Please return all the records exactly, with nothing left out.
SUPPLIED INFORMATION Block Start
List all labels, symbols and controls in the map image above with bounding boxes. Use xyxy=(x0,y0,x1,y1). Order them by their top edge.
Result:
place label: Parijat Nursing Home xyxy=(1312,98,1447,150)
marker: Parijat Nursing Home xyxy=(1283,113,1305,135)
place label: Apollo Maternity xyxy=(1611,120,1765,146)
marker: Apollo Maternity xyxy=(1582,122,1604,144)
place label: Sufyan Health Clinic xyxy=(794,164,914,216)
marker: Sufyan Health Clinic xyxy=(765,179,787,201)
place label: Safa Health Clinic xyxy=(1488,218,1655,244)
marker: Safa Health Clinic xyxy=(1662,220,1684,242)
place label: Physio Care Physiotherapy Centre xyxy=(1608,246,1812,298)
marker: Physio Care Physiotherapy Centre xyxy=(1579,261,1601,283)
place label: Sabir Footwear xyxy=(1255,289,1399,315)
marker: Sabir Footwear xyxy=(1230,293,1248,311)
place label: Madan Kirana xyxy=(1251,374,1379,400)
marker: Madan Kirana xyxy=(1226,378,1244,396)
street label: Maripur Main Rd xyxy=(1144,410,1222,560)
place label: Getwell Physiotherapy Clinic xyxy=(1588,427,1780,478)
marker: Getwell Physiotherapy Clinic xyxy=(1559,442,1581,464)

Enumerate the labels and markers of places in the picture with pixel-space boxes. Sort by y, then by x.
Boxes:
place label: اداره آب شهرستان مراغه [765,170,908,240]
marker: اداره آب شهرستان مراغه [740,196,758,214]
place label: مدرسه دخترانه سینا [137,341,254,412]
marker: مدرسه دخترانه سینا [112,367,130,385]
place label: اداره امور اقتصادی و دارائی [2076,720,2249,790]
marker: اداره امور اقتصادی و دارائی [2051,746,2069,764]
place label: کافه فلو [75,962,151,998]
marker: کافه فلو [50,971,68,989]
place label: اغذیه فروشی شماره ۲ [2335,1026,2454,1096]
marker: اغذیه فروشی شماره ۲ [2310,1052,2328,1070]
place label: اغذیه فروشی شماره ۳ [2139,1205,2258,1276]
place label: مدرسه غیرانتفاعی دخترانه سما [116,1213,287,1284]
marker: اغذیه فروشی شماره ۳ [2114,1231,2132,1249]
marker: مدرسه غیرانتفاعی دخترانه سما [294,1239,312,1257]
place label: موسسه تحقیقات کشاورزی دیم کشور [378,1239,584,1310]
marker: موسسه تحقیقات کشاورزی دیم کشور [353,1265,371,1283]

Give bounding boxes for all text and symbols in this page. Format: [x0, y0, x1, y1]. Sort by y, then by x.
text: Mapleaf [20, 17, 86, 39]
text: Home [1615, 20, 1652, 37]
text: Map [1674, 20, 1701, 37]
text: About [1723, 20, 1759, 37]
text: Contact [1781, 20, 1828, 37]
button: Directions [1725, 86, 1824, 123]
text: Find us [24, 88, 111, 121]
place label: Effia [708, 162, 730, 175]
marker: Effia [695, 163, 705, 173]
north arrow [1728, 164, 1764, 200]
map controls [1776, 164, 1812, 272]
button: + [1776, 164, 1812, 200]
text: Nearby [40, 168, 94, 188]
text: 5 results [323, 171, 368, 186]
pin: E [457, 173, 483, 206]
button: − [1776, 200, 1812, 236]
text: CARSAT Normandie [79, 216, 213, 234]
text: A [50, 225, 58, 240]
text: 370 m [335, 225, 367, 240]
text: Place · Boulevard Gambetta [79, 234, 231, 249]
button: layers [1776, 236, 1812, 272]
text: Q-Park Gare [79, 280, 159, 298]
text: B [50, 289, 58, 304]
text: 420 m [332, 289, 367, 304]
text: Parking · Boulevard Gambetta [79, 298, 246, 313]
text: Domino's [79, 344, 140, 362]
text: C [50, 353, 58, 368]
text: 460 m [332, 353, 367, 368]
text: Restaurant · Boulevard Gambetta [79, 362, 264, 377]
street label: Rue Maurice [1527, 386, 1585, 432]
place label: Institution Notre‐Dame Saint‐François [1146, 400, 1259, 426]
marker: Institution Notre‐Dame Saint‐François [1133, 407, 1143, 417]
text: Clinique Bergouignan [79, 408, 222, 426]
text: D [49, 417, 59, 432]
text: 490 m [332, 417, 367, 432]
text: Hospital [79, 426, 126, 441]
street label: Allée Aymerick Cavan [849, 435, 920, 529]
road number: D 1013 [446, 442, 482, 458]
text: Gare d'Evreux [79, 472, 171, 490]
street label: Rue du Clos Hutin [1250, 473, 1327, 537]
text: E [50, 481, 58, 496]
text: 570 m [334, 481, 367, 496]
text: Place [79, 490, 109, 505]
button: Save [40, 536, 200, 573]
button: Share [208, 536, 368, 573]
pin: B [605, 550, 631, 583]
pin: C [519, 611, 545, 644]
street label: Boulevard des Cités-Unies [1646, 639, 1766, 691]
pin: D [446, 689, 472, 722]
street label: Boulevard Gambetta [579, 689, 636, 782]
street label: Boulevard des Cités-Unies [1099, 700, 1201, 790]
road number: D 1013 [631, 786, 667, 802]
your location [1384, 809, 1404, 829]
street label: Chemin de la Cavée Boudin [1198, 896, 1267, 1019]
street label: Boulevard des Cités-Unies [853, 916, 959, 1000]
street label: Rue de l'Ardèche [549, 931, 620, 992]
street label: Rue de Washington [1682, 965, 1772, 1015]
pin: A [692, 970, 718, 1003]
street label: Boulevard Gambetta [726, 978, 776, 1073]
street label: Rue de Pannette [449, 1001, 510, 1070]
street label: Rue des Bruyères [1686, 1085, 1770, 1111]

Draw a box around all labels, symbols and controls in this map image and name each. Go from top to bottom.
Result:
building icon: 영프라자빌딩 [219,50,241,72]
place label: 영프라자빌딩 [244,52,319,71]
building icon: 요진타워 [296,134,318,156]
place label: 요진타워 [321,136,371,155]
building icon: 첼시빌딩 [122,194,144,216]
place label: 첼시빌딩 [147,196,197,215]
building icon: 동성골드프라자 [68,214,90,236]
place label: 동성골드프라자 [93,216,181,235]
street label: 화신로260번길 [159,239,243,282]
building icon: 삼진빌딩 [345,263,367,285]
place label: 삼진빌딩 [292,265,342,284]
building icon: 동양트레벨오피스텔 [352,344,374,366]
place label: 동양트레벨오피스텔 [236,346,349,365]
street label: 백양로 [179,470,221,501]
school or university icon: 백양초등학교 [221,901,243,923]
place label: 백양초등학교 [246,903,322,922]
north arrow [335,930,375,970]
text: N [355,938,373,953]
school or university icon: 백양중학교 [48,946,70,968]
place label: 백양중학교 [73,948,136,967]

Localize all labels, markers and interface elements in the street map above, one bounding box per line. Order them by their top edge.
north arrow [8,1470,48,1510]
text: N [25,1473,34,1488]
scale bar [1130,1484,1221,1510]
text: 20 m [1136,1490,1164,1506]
SUPPLIED INFORMATION Block End
- WRITTEN ANSWER -
List all labels, symbols and controls in the map image above with bounding boxes. Use xyxy=(x0,y0,x1,y1). Order them by their top edge.
Result:
place label: Parijat Nursing Home xyxy=(1312,98,1447,150)
marker: Parijat Nursing Home xyxy=(1283,113,1305,135)
place label: Apollo Maternity xyxy=(1611,120,1765,146)
marker: Apollo Maternity xyxy=(1582,122,1604,144)
place label: Sufyan Health Clinic xyxy=(794,164,914,216)
marker: Sufyan Health Clinic xyxy=(765,179,787,201)
place label: Safa Health Clinic xyxy=(1488,218,1655,244)
marker: Safa Health Clinic xyxy=(1662,220,1684,242)
place label: Physio Care Physiotherapy Centre xyxy=(1608,246,1812,298)
marker: Physio Care Physiotherapy Centre xyxy=(1579,261,1601,283)
place label: Sabir Footwear xyxy=(1255,289,1399,315)
marker: Sabir Footwear xyxy=(1230,293,1248,311)
place label: Madan Kirana xyxy=(1251,374,1379,400)
marker: Madan Kirana xyxy=(1226,378,1244,396)
street label: Maripur Main Rd xyxy=(1144,410,1222,560)
place label: Getwell Physiotherapy Clinic xyxy=(1588,427,1780,478)
marker: Getwell Physiotherapy Clinic xyxy=(1559,442,1581,464)

Enumerate the labels and markers of places in the picture with pixel-space boxes. Sort by y, then by x.
Boxes:
place label: اداره آب شهرستان مراغه [765,170,908,240]
marker: اداره آب شهرستان مراغه [740,196,758,214]
place label: مدرسه دخترانه سینا [137,341,254,412]
marker: مدرسه دخترانه سینا [112,367,130,385]
place label: اداره امور اقتصادی و دارائی [2076,720,2249,790]
marker: اداره امور اقتصادی و دارائی [2051,746,2069,764]
place label: کافه فلو [75,962,151,998]
marker: کافه فلو [50,971,68,989]
place label: اغذیه فروشی شماره ۲ [2335,1026,2454,1096]
marker: اغذیه فروشی شماره ۲ [2310,1052,2328,1070]
place label: اغذیه فروشی شماره ۳ [2139,1205,2258,1276]
place label: مدرسه غیرانتفاعی دخترانه سما [116,1213,287,1284]
marker: اغذیه فروشی شماره ۳ [2114,1231,2132,1249]
marker: مدرسه غیرانتفاعی دخترانه سما [294,1239,312,1257]
place label: موسسه تحقیقات کشاورزی دیم کشور [378,1239,584,1310]
marker: موسسه تحقیقات کشاورزی دیم کشور [353,1265,371,1283]

Give bounding boxes for all text and symbols in this page. Format: [x0, y0, x1, y1]. Sort by y, then by x.
text: Mapleaf [20, 17, 86, 39]
text: Home [1615, 20, 1652, 37]
text: Map [1674, 20, 1701, 37]
text: About [1723, 20, 1759, 37]
text: Contact [1781, 20, 1828, 37]
button: Directions [1725, 86, 1824, 123]
text: Find us [24, 88, 111, 121]
place label: Effia [708, 162, 730, 175]
marker: Effia [695, 163, 705, 173]
north arrow [1728, 164, 1764, 200]
map controls [1776, 164, 1812, 272]
button: + [1776, 164, 1812, 200]
text: Nearby [40, 168, 94, 188]
text: 5 results [323, 171, 368, 186]
pin: E [457, 173, 483, 206]
button: − [1776, 200, 1812, 236]
text: CARSAT Normandie [79, 216, 213, 234]
text: A [50, 225, 58, 240]
text: 370 m [335, 225, 367, 240]
text: Place · Boulevard Gambetta [79, 234, 231, 249]
button: layers [1776, 236, 1812, 272]
text: Q-Park Gare [79, 280, 159, 298]
text: B [50, 289, 58, 304]
text: 420 m [332, 289, 367, 304]
text: Parking · Boulevard Gambetta [79, 298, 246, 313]
text: Domino's [79, 344, 140, 362]
text: C [50, 353, 58, 368]
text: 460 m [332, 353, 367, 368]
text: Restaurant · Boulevard Gambetta [79, 362, 264, 377]
street label: Rue Maurice [1527, 386, 1585, 432]
place label: Institution Notre‐Dame Saint‐François [1146, 400, 1259, 426]
marker: Institution Notre‐Dame Saint‐François [1133, 407, 1143, 417]
text: Clinique Bergouignan [79, 408, 222, 426]
text: D [49, 417, 59, 432]
text: 490 m [332, 417, 367, 432]
text: Hospital [79, 426, 126, 441]
street label: Allée Aymerick Cavan [849, 435, 920, 529]
road number: D 1013 [446, 442, 482, 458]
text: Gare d'Evreux [79, 472, 171, 490]
street label: Rue du Clos Hutin [1250, 473, 1327, 537]
text: E [50, 481, 58, 496]
text: 570 m [334, 481, 367, 496]
text: Place [79, 490, 109, 505]
button: Save [40, 536, 200, 573]
button: Share [208, 536, 368, 573]
pin: B [605, 550, 631, 583]
pin: C [519, 611, 545, 644]
street label: Boulevard des Cités-Unies [1646, 639, 1766, 691]
pin: D [446, 689, 472, 722]
street label: Boulevard Gambetta [579, 689, 636, 782]
street label: Boulevard des Cités-Unies [1099, 700, 1201, 790]
road number: D 1013 [631, 786, 667, 802]
your location [1384, 809, 1404, 829]
street label: Chemin de la Cavée Boudin [1198, 896, 1267, 1019]
street label: Boulevard des Cités-Unies [853, 916, 959, 1000]
street label: Rue de l'Ardèche [549, 931, 620, 992]
street label: Rue de Washington [1682, 965, 1772, 1015]
pin: A [692, 970, 718, 1003]
street label: Boulevard Gambetta [726, 978, 776, 1073]
street label: Rue de Pannette [449, 1001, 510, 1070]
street label: Rue des Bruyères [1686, 1085, 1770, 1111]

Draw a box around all labels, symbols and controls in this map image and name each. Go from top to bottom.
Result:
building icon: 영프라자빌딩 [219,50,241,72]
place label: 영프라자빌딩 [244,52,319,71]
building icon: 요진타워 [296,134,318,156]
place label: 요진타워 [321,136,371,155]
building icon: 첼시빌딩 [122,194,144,216]
place label: 첼시빌딩 [147,196,197,215]
building icon: 동성골드프라자 [68,214,90,236]
place label: 동성골드프라자 [93,216,181,235]
street label: 화신로260번길 [159,239,243,282]
building icon: 삼진빌딩 [345,263,367,285]
place label: 삼진빌딩 [292,265,342,284]
building icon: 동양트레벨오피스텔 [352,344,374,366]
place label: 동양트레벨오피스텔 [236,346,349,365]
street label: 백양로 [179,470,221,501]
school or university icon: 백양초등학교 [221,901,243,923]
place label: 백양초등학교 [246,903,322,922]
north arrow [335,930,375,970]
text: N [355,938,373,953]
school or university icon: 백양중학교 [48,946,70,968]
place label: 백양중학교 [73,948,136,967]

Localize all labels, markers and interface elements in the street map above, one bounding box per line. Order them by their top edge.
north arrow [8,1470,48,1510]
text: N [25,1473,34,1488]
scale bar [1130,1484,1221,1510]
text: 20 m [1136,1490,1164,1506]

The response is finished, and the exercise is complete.